Par Gaspard Koenig
Un article de Génération Libre
Lentement et à reculons, la classe dirigeante prend conscience de la faillite de l’étatisme. La France a besoin d’un État réinventé, se dressant face aux privilèges qui humilient, aux rentes qui excluent.
Qui ne s’affiche pas libéral ces temps-ci ? Le gouvernement socialiste multiplie les déclarations d’intention, depuis la libéralisation des professions réglementées jusqu’à celle du marché du travail. Parmi les candidats à la primaire de droite, c’est à qui supprimera le plus grand nombre d’impôts, à qui réduira davantage la dépense publique, à qui osera aller plus loin qu’Emmanuel Macron. Il faut sans doute y voir le signe que, lentement et à reculons, la classe dirigeante prend conscience de la faillite de l’étatisme, qui depuis le général De Gaulle semble être l’unique boussole de nos politiques publiques.
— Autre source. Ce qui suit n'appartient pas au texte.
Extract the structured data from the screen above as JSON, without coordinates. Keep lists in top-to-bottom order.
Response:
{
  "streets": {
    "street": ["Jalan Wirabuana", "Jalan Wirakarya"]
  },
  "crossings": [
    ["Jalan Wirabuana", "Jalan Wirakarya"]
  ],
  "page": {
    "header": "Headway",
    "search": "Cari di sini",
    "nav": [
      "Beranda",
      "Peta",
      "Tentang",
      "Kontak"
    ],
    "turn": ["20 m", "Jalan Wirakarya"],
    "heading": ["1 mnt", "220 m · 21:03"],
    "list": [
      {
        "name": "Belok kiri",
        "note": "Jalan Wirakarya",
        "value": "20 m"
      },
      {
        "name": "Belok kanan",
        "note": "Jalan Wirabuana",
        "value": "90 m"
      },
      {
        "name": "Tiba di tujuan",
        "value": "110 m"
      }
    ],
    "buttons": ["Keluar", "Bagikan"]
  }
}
Fort logiquement, les caves se rebiffent. Gauche de la gauche et droite de la droite se retrouvent alliés objectifs pour s’opposer au (timide) déverrouillage de l’économie française, et en l’occurrence à la loi El Khomri, contre laquelle Florian Philippot et Jean-Luc Mélenchon dévident les mêmes arguments. Seule l’absurde rigidité de la Ve République et la malédiction du présidentialisme empêchent de nouvelles alliances parlementaires de se forger, et les réformateurs des deux camps, majoritaires dans le pays, de prendre le pouvoir. Il faudrait que les députés progressistes renversent le gouvernement par une motion de censure et forcent le président à nommer un Premier ministre et des ministres issus de leurs rangs. Et puis quoi, encore ? Comme si l’on était en démocratie, et que le pouvoir législatif pouvait décider des politiques de la Nation !
Mais il existe un obstacle plus fondamental à cette congrégation des centres : l’absence de références intellectuelles et historiques. La suppression des 35 heures ou la dégressivité des allocations chômage ne font pas un projet de société. C’est la place de l’État qu’il faut repenser de fond en comble.
D’où l’urgence de retrouver nos racines, sans attendre que les souverainistes s’en emparent. Dans son dernier essai, l’économiste Jean-Marc Daniel a sorti de leur paisible oubli les Feuillants, ces Jacobins restés fidèles au libéralisme tempéré de la Constituante. L’auteur les associe à la gauche par coquetterie, mais en ces temps où le clivage entre les deux grandes familles politiques émergeait à peine, tout libéral pourrait s’y retrouver (disons, pour simplifier, que de ce libéralisme originel sortiront au siècle suivant Proudhon et le socialisme autogestionnaire sur la gauche, Guizot et la tradition orléaniste sur la droite).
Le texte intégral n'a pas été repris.